--- WHAT THE TASK REQUIRES ---
With no omissions, write out every record given below.

--- INPUT DATA ---

-*-

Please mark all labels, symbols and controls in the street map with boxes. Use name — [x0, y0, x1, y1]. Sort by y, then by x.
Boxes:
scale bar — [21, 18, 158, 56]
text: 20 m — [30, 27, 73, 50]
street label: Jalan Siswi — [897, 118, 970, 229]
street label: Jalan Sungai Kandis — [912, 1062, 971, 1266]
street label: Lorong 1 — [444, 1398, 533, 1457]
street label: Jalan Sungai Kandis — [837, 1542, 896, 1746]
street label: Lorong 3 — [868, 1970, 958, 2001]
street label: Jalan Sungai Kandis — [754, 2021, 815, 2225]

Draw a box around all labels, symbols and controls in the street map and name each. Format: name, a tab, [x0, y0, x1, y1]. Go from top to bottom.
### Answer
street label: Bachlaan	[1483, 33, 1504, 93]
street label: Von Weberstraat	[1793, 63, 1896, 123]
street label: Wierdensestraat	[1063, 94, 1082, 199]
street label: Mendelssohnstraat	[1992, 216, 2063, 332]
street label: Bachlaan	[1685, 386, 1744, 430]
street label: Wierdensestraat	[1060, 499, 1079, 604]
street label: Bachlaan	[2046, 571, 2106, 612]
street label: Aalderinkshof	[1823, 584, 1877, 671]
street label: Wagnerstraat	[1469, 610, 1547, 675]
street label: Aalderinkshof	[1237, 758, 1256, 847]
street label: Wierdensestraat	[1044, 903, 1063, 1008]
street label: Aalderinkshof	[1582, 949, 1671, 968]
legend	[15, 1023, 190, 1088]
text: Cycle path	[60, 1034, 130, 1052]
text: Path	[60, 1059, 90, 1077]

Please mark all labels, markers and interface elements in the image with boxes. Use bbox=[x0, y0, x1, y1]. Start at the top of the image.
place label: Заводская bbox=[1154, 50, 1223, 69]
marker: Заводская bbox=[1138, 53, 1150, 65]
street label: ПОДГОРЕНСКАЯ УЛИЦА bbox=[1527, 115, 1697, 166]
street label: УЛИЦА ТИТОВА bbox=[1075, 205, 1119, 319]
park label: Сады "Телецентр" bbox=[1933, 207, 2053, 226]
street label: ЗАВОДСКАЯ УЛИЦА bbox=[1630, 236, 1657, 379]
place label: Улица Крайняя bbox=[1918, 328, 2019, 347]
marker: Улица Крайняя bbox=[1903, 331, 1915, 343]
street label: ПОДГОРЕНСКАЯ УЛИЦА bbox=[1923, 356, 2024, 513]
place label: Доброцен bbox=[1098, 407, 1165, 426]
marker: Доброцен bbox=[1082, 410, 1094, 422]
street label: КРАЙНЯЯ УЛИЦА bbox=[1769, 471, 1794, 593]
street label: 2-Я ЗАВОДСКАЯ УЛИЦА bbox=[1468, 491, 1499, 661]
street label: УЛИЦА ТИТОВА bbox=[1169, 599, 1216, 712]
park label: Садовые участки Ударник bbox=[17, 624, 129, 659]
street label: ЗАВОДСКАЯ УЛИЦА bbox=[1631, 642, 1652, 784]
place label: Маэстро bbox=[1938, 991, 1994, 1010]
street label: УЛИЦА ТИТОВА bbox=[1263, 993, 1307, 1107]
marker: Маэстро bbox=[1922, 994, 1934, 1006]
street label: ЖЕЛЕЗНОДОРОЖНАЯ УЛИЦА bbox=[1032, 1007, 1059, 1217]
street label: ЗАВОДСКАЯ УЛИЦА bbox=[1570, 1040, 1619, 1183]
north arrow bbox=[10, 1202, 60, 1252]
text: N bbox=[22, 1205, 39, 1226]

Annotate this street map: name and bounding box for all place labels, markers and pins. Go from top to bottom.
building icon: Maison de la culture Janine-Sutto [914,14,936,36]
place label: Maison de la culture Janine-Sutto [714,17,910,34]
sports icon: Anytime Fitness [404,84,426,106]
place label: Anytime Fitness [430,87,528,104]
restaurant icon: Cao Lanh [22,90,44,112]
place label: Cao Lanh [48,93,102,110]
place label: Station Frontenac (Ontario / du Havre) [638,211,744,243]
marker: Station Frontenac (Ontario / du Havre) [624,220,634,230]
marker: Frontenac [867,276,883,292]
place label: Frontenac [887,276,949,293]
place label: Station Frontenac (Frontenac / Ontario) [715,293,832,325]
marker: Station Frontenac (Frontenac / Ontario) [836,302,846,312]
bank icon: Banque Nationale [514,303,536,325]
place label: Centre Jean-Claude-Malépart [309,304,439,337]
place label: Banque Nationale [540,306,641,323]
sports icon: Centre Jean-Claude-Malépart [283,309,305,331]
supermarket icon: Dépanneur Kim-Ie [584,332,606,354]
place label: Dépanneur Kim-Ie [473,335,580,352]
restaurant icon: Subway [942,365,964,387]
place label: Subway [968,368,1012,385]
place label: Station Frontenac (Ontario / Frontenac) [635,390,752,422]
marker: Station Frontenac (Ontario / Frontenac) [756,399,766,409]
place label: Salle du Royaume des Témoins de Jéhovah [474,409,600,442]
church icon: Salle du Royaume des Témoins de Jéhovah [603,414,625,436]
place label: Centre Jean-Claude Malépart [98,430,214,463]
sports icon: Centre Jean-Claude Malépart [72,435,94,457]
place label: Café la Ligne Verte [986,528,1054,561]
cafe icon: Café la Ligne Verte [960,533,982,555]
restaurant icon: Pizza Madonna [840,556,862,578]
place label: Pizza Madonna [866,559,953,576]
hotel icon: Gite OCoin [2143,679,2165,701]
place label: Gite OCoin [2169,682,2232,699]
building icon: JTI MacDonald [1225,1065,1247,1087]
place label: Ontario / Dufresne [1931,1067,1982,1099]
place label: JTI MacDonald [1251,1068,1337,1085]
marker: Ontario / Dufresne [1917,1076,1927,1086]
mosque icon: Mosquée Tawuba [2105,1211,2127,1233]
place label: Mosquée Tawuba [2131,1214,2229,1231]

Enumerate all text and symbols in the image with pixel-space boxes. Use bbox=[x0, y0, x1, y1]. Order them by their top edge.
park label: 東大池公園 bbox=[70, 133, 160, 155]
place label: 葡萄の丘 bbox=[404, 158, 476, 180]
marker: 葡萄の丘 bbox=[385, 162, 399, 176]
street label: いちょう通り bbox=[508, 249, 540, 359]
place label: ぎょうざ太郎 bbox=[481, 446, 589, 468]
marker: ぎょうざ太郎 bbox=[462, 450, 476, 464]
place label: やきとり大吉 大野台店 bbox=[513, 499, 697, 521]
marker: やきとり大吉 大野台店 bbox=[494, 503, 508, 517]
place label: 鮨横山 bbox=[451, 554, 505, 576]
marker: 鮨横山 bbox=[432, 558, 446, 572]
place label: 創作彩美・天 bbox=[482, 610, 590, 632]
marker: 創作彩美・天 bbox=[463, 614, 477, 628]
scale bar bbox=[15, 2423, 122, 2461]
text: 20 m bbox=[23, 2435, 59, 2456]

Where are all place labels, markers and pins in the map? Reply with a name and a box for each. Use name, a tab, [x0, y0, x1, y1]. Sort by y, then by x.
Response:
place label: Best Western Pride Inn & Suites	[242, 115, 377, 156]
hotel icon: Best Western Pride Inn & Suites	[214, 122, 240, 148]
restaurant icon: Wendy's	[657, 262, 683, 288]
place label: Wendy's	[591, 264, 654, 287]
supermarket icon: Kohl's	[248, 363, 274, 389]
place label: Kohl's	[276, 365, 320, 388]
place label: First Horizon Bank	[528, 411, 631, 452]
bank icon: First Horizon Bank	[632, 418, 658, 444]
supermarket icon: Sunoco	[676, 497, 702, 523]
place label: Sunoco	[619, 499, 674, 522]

-*-

--- ANSWER TO THIS EXERCISE ---
Please mark all labels, symbols and controls in the street map with boxes. Use name — [x0, y0, x1, y1]. Sort by y, then by x.
Boxes:
scale bar — [21, 18, 158, 56]
text: 20 m — [30, 27, 73, 50]
street label: Jalan Siswi — [897, 118, 970, 229]
street label: Jalan Sungai Kandis — [912, 1062, 971, 1266]
street label: Lorong 1 — [444, 1398, 533, 1457]
street label: Jalan Sungai Kandis — [837, 1542, 896, 1746]
street label: Lorong 3 — [868, 1970, 958, 2001]
street label: Jalan Sungai Kandis — [754, 2021, 815, 2225]

Draw a box around all labels, symbols and controls in the street map and name each. Format: name, a tab, [x0, y0, x1, y1]. Go from top to bottom.
### Answer
street label: Bachlaan	[1483, 33, 1504, 93]
street label: Von Weberstraat	[1793, 63, 1896, 123]
street label: Wierdensestraat	[1063, 94, 1082, 199]
street label: Mendelssohnstraat	[1992, 216, 2063, 332]
street label: Bachlaan	[1685, 386, 1744, 430]
street label: Wierdensestraat	[1060, 499, 1079, 604]
street label: Bachlaan	[2046, 571, 2106, 612]
street label: Aalderinkshof	[1823, 584, 1877, 671]
street label: Wagnerstraat	[1469, 610, 1547, 675]
street label: Aalderinkshof	[1237, 758, 1256, 847]
street label: Wierdensestraat	[1044, 903, 1063, 1008]
street label: Aalderinkshof	[1582, 949, 1671, 968]
legend	[15, 1023, 190, 1088]
text: Cycle path	[60, 1034, 130, 1052]
text: Path	[60, 1059, 90, 1077]

Please mark all labels, markers and interface elements in the image with boxes. Use bbox=[x0, y0, x1, y1]. Start at the top of the image.
place label: Заводская bbox=[1154, 50, 1223, 69]
marker: Заводская bbox=[1138, 53, 1150, 65]
street label: ПОДГОРЕНСКАЯ УЛИЦА bbox=[1527, 115, 1697, 166]
street label: УЛИЦА ТИТОВА bbox=[1075, 205, 1119, 319]
park label: Сады "Телецентр" bbox=[1933, 207, 2053, 226]
street label: ЗАВОДСКАЯ УЛИЦА bbox=[1630, 236, 1657, 379]
place label: Улица Крайняя bbox=[1918, 328, 2019, 347]
marker: Улица Крайняя bbox=[1903, 331, 1915, 343]
street label: ПОДГОРЕНСКАЯ УЛИЦА bbox=[1923, 356, 2024, 513]
place label: Доброцен bbox=[1098, 407, 1165, 426]
marker: Доброцен bbox=[1082, 410, 1094, 422]
street label: КРАЙНЯЯ УЛИЦА bbox=[1769, 471, 1794, 593]
street label: 2-Я ЗАВОДСКАЯ УЛИЦА bbox=[1468, 491, 1499, 661]
street label: УЛИЦА ТИТОВА bbox=[1169, 599, 1216, 712]
park label: Садовые участки Ударник bbox=[17, 624, 129, 659]
street label: ЗАВОДСКАЯ УЛИЦА bbox=[1631, 642, 1652, 784]
place label: Маэстро bbox=[1938, 991, 1994, 1010]
street label: УЛИЦА ТИТОВА bbox=[1263, 993, 1307, 1107]
marker: Маэстро bbox=[1922, 994, 1934, 1006]
street label: ЖЕЛЕЗНОДОРОЖНАЯ УЛИЦА bbox=[1032, 1007, 1059, 1217]
street label: ЗАВОДСКАЯ УЛИЦА bbox=[1570, 1040, 1619, 1183]
north arrow bbox=[10, 1202, 60, 1252]
text: N bbox=[22, 1205, 39, 1226]

Annotate this street map: name and bounding box for all place labels, markers and pins. Go from top to bottom.
building icon: Maison de la culture Janine-Sutto [914,14,936,36]
place label: Maison de la culture Janine-Sutto [714,17,910,34]
sports icon: Anytime Fitness [404,84,426,106]
place label: Anytime Fitness [430,87,528,104]
restaurant icon: Cao Lanh [22,90,44,112]
place label: Cao Lanh [48,93,102,110]
place label: Station Frontenac (Ontario / du Havre) [638,211,744,243]
marker: Station Frontenac (Ontario / du Havre) [624,220,634,230]
marker: Frontenac [867,276,883,292]
place label: Frontenac [887,276,949,293]
place label: Station Frontenac (Frontenac / Ontario) [715,293,832,325]
marker: Station Frontenac (Frontenac / Ontario) [836,302,846,312]
bank icon: Banque Nationale [514,303,536,325]
place label: Centre Jean-Claude-Malépart [309,304,439,337]
place label: Banque Nationale [540,306,641,323]
sports icon: Centre Jean-Claude-Malépart [283,309,305,331]
supermarket icon: Dépanneur Kim-Ie [584,332,606,354]
place label: Dépanneur Kim-Ie [473,335,580,352]
restaurant icon: Subway [942,365,964,387]
place label: Subway [968,368,1012,385]
place label: Station Frontenac (Ontario / Frontenac) [635,390,752,422]
marker: Station Frontenac (Ontario / Frontenac) [756,399,766,409]
place label: Salle du Royaume des Témoins de Jéhovah [474,409,600,442]
church icon: Salle du Royaume des Témoins de Jéhovah [603,414,625,436]
place label: Centre Jean-Claude Malépart [98,430,214,463]
sports icon: Centre Jean-Claude Malépart [72,435,94,457]
place label: Café la Ligne Verte [986,528,1054,561]
cafe icon: Café la Ligne Verte [960,533,982,555]
restaurant icon: Pizza Madonna [840,556,862,578]
place label: Pizza Madonna [866,559,953,576]
hotel icon: Gite OCoin [2143,679,2165,701]
place label: Gite OCoin [2169,682,2232,699]
building icon: JTI MacDonald [1225,1065,1247,1087]
place label: Ontario / Dufresne [1931,1067,1982,1099]
place label: JTI MacDonald [1251,1068,1337,1085]
marker: Ontario / Dufresne [1917,1076,1927,1086]
mosque icon: Mosquée Tawuba [2105,1211,2127,1233]
place label: Mosquée Tawuba [2131,1214,2229,1231]

Enumerate all text and symbols in the image with pixel-space boxes. Use bbox=[x0, y0, x1, y1]. Order them by their top edge.
park label: 東大池公園 bbox=[70, 133, 160, 155]
place label: 葡萄の丘 bbox=[404, 158, 476, 180]
marker: 葡萄の丘 bbox=[385, 162, 399, 176]
street label: いちょう通り bbox=[508, 249, 540, 359]
place label: ぎょうざ太郎 bbox=[481, 446, 589, 468]
marker: ぎょうざ太郎 bbox=[462, 450, 476, 464]
place label: やきとり大吉 大野台店 bbox=[513, 499, 697, 521]
marker: やきとり大吉 大野台店 bbox=[494, 503, 508, 517]
place label: 鮨横山 bbox=[451, 554, 505, 576]
marker: 鮨横山 bbox=[432, 558, 446, 572]
place label: 創作彩美・天 bbox=[482, 610, 590, 632]
marker: 創作彩美・天 bbox=[463, 614, 477, 628]
scale bar bbox=[15, 2423, 122, 2461]
text: 20 m bbox=[23, 2435, 59, 2456]

Where are all place labels, markers and pins in the map? Reply with a name and a box for each. Use name, a tab, [x0, y0, x1, y1]. Sort by y, then by x.
Response:
place label: Best Western Pride Inn & Suites	[242, 115, 377, 156]
hotel icon: Best Western Pride Inn & Suites	[214, 122, 240, 148]
restaurant icon: Wendy's	[657, 262, 683, 288]
place label: Wendy's	[591, 264, 654, 287]
supermarket icon: Kohl's	[248, 363, 274, 389]
place label: Kohl's	[276, 365, 320, 388]
place label: First Horizon Bank	[528, 411, 631, 452]
bank icon: First Horizon Bank	[632, 418, 658, 444]
supermarket icon: Sunoco	[676, 497, 702, 523]
place label: Sunoco	[619, 499, 674, 522]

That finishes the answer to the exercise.